YOUR GOAL. Return only those lines of the listing in which "radius" appears.

GIVEN RECORDS.
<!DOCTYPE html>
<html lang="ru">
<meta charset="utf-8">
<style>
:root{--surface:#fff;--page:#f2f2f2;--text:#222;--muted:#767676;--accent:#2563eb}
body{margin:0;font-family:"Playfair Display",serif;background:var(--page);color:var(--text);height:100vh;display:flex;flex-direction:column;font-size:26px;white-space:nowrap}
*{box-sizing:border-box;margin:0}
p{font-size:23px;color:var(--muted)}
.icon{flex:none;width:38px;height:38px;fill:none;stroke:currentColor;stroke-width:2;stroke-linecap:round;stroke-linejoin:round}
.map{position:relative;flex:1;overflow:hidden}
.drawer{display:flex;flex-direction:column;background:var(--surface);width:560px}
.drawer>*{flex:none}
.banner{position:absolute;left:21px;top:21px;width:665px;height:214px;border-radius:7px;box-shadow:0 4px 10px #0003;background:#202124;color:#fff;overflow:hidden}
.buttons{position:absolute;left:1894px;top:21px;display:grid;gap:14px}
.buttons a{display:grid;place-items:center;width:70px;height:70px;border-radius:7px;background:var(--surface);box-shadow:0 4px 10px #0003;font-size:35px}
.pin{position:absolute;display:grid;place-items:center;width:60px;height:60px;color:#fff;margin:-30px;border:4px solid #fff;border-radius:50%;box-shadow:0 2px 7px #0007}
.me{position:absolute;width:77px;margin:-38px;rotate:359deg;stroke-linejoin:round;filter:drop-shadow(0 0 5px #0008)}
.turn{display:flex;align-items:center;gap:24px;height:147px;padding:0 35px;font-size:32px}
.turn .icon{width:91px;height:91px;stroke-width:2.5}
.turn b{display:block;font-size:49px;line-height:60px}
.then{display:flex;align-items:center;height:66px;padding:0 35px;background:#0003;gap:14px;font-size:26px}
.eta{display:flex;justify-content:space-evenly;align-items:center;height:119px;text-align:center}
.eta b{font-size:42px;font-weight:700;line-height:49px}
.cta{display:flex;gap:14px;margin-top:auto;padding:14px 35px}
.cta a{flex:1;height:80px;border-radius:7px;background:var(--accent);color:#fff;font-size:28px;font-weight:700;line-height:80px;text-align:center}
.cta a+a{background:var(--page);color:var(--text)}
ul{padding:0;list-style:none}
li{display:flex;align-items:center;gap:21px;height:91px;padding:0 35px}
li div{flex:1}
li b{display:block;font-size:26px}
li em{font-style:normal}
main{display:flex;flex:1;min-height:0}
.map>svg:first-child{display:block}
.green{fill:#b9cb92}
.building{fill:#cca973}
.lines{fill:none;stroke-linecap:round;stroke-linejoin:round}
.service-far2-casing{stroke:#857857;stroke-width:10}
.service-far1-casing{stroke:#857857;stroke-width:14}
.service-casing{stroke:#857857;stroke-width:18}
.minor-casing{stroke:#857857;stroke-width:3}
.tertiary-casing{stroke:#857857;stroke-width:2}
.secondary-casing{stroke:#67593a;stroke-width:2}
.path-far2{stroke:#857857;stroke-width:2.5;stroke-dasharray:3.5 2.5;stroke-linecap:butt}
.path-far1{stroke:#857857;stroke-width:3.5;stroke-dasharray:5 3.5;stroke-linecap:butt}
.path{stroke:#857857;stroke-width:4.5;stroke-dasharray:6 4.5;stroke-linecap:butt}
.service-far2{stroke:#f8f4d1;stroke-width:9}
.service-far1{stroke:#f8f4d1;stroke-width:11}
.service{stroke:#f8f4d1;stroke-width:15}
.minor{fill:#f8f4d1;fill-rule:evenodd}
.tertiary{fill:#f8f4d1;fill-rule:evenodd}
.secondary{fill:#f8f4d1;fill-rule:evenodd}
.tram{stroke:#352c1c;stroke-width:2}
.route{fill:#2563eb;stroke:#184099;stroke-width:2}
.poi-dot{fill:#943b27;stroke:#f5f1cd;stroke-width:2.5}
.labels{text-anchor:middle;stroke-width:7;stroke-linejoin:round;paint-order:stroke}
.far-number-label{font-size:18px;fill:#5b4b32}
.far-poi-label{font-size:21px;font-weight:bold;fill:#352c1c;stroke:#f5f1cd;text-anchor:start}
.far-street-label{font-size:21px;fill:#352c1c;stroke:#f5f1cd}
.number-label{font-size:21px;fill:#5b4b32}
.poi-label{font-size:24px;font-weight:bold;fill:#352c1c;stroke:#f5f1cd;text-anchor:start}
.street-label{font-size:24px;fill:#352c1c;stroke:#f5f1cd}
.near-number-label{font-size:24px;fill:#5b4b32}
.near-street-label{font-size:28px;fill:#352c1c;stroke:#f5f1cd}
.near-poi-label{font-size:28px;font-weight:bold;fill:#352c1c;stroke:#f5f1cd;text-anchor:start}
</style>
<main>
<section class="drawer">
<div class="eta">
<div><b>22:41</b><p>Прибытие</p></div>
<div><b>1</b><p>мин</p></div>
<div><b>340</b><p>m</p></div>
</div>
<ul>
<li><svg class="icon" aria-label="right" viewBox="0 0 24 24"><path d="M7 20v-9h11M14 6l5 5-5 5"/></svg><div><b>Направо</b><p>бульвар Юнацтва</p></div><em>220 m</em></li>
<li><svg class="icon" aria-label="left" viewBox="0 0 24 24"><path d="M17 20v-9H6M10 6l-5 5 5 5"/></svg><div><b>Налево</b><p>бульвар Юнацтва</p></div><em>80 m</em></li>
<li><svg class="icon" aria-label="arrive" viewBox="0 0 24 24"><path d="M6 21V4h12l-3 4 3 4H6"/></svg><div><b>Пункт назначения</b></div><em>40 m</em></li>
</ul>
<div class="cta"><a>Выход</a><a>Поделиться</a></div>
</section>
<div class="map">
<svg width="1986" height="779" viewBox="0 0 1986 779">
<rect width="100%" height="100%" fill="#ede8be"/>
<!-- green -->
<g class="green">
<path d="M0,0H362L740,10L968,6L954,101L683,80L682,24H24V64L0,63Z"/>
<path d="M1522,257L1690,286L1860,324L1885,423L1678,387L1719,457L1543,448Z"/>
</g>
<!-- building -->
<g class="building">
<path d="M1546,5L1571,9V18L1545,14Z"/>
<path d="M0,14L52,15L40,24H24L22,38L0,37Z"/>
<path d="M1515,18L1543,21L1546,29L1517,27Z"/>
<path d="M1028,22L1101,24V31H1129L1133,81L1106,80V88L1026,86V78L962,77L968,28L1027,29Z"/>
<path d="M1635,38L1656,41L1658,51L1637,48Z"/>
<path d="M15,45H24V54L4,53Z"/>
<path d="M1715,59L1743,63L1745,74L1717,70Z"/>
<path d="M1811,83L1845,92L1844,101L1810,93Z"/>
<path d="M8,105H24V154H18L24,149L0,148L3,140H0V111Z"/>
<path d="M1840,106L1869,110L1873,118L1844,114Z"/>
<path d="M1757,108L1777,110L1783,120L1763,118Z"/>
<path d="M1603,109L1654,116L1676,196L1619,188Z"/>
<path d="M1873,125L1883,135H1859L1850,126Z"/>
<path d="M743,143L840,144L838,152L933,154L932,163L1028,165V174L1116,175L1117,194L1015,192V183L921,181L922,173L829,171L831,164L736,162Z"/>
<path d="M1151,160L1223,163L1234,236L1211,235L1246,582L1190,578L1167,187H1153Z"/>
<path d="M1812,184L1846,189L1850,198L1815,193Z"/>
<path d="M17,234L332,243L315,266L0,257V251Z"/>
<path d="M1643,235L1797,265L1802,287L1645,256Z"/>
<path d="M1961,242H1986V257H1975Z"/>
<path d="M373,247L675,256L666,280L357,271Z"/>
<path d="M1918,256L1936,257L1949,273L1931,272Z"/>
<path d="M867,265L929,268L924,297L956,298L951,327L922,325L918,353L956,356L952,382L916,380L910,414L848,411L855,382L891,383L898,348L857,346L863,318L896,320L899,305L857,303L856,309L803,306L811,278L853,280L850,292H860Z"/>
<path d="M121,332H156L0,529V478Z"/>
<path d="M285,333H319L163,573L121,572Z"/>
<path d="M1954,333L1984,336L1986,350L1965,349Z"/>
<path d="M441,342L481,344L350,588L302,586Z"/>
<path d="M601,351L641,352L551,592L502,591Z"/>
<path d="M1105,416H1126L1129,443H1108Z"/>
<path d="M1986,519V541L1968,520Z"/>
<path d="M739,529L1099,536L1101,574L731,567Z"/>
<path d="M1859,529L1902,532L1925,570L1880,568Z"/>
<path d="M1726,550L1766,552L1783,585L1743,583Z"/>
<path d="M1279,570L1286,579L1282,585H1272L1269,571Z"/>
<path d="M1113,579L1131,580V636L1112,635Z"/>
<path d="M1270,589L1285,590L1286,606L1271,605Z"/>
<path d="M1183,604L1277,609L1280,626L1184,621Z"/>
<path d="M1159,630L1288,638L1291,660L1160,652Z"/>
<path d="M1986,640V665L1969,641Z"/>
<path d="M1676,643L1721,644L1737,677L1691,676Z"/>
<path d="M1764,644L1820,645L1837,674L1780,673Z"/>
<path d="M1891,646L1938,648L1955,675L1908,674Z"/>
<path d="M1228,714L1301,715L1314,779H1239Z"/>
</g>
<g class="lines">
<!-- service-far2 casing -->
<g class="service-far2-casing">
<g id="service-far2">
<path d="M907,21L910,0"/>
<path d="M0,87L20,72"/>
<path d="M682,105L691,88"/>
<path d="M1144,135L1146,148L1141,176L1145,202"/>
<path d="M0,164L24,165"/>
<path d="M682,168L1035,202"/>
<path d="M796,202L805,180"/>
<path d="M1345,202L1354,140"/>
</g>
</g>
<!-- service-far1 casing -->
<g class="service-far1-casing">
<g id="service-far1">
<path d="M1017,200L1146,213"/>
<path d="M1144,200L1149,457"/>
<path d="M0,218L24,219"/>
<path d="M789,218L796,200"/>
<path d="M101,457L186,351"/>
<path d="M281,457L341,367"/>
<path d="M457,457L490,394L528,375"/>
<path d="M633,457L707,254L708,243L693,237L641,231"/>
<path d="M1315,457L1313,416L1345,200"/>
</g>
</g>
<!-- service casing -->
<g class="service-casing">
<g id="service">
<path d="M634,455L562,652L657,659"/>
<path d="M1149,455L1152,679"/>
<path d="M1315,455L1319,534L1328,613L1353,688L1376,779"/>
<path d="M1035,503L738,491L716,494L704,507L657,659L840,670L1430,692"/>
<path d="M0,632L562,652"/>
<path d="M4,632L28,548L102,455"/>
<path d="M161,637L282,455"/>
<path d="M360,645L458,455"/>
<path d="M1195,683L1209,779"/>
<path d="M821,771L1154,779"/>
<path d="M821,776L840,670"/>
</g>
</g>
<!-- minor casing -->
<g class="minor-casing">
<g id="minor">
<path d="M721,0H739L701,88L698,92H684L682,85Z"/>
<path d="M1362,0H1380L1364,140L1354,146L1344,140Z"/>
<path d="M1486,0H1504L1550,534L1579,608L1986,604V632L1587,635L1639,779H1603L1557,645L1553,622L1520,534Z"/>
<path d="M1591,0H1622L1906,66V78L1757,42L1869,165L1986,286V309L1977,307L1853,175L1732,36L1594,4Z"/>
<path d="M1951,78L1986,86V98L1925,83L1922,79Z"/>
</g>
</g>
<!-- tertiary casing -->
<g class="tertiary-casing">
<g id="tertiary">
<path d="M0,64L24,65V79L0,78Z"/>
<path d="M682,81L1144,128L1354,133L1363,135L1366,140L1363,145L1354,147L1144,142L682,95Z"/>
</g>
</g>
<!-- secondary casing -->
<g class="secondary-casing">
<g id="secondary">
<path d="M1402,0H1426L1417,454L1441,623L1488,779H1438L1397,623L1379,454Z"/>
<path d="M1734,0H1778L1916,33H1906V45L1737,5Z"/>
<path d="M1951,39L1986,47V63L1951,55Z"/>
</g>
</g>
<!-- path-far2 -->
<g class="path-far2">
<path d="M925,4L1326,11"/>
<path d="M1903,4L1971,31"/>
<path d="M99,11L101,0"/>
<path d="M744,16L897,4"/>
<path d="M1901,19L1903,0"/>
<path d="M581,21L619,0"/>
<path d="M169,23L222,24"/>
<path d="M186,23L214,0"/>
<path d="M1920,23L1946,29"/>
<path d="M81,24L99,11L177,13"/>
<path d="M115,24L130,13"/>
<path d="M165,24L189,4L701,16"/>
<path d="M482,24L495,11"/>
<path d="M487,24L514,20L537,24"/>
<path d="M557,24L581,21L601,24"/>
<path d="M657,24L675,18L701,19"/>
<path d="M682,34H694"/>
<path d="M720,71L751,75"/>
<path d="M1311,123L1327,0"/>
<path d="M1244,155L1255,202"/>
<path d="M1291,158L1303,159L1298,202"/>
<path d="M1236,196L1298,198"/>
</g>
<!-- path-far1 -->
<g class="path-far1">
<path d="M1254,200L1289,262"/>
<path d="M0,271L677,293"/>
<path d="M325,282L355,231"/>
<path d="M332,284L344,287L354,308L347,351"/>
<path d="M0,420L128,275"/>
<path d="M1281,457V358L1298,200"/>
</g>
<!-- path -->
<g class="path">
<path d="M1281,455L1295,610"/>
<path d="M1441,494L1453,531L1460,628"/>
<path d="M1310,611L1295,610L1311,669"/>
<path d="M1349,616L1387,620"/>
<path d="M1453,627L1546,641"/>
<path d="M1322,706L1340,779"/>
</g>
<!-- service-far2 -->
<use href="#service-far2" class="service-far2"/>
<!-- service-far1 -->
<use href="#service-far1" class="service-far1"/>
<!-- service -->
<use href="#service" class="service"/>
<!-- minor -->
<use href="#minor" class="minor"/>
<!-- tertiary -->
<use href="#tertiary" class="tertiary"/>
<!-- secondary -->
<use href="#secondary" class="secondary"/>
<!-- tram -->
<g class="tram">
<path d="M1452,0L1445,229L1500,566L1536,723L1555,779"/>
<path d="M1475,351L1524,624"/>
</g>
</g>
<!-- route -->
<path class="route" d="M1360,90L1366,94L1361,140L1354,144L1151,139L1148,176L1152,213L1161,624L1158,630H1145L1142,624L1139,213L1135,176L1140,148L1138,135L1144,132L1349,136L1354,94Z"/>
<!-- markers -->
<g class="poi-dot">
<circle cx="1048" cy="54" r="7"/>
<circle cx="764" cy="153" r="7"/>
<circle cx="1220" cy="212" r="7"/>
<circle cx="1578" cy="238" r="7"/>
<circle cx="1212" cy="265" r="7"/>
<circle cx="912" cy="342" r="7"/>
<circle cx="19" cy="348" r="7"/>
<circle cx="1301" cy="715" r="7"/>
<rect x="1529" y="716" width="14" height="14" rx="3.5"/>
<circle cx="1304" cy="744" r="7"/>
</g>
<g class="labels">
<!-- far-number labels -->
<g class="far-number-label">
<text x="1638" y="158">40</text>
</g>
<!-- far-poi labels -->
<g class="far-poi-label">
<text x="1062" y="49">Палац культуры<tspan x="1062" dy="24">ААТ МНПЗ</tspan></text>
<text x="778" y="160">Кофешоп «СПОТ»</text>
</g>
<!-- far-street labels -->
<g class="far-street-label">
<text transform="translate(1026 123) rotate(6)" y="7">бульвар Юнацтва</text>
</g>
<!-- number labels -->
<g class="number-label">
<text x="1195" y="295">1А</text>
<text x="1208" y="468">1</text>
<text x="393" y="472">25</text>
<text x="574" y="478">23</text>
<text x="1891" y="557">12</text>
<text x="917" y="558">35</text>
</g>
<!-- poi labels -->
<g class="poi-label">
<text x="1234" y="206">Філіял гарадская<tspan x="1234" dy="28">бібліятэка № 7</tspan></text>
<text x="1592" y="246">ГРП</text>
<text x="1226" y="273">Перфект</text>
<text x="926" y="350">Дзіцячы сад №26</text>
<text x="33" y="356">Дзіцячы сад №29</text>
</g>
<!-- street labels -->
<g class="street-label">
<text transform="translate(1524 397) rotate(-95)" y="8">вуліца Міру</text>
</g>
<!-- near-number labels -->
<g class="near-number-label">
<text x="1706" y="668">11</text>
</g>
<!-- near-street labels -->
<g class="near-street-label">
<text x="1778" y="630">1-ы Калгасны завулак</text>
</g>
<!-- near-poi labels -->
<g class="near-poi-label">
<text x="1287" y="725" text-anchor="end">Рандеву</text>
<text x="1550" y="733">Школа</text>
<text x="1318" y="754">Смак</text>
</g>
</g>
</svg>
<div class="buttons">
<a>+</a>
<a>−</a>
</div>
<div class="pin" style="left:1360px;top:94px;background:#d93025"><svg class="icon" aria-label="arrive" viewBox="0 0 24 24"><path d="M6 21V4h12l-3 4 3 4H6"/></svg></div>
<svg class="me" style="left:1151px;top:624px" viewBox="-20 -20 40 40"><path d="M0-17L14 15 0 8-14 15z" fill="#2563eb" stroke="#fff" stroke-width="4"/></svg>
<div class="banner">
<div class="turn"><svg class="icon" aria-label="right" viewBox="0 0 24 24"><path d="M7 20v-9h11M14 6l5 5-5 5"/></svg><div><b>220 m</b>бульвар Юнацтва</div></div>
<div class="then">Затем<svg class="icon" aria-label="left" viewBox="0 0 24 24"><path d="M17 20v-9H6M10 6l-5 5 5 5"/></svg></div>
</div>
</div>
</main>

YOUR RESPONSE.
.banner{position:absolute;left:21px;top:21px;width:665px;height:214px;border-radius:7px;box-shadow:0 4px 10px #0003;background:#202124;color:#fff;overflow:hidden}
.buttons a{display:grid;place-items:center;width:70px;height:70px;border-radius:7px;background:var(--surface);box-shadow:0 4px 10px #0003;font-size:35px}
.pin{position:absolute;display:grid;place-items:center;width:60px;height:60px;color:#fff;margin:-30px;border:4px solid #fff;border-radius:50%;box-shadow:0 2px 7px #0007}
.cta a{flex:1;height:80px;border-radius:7px;background:var(--accent);color:#fff;font-size:28px;font-weight:700;line-height:80px;text-align:center}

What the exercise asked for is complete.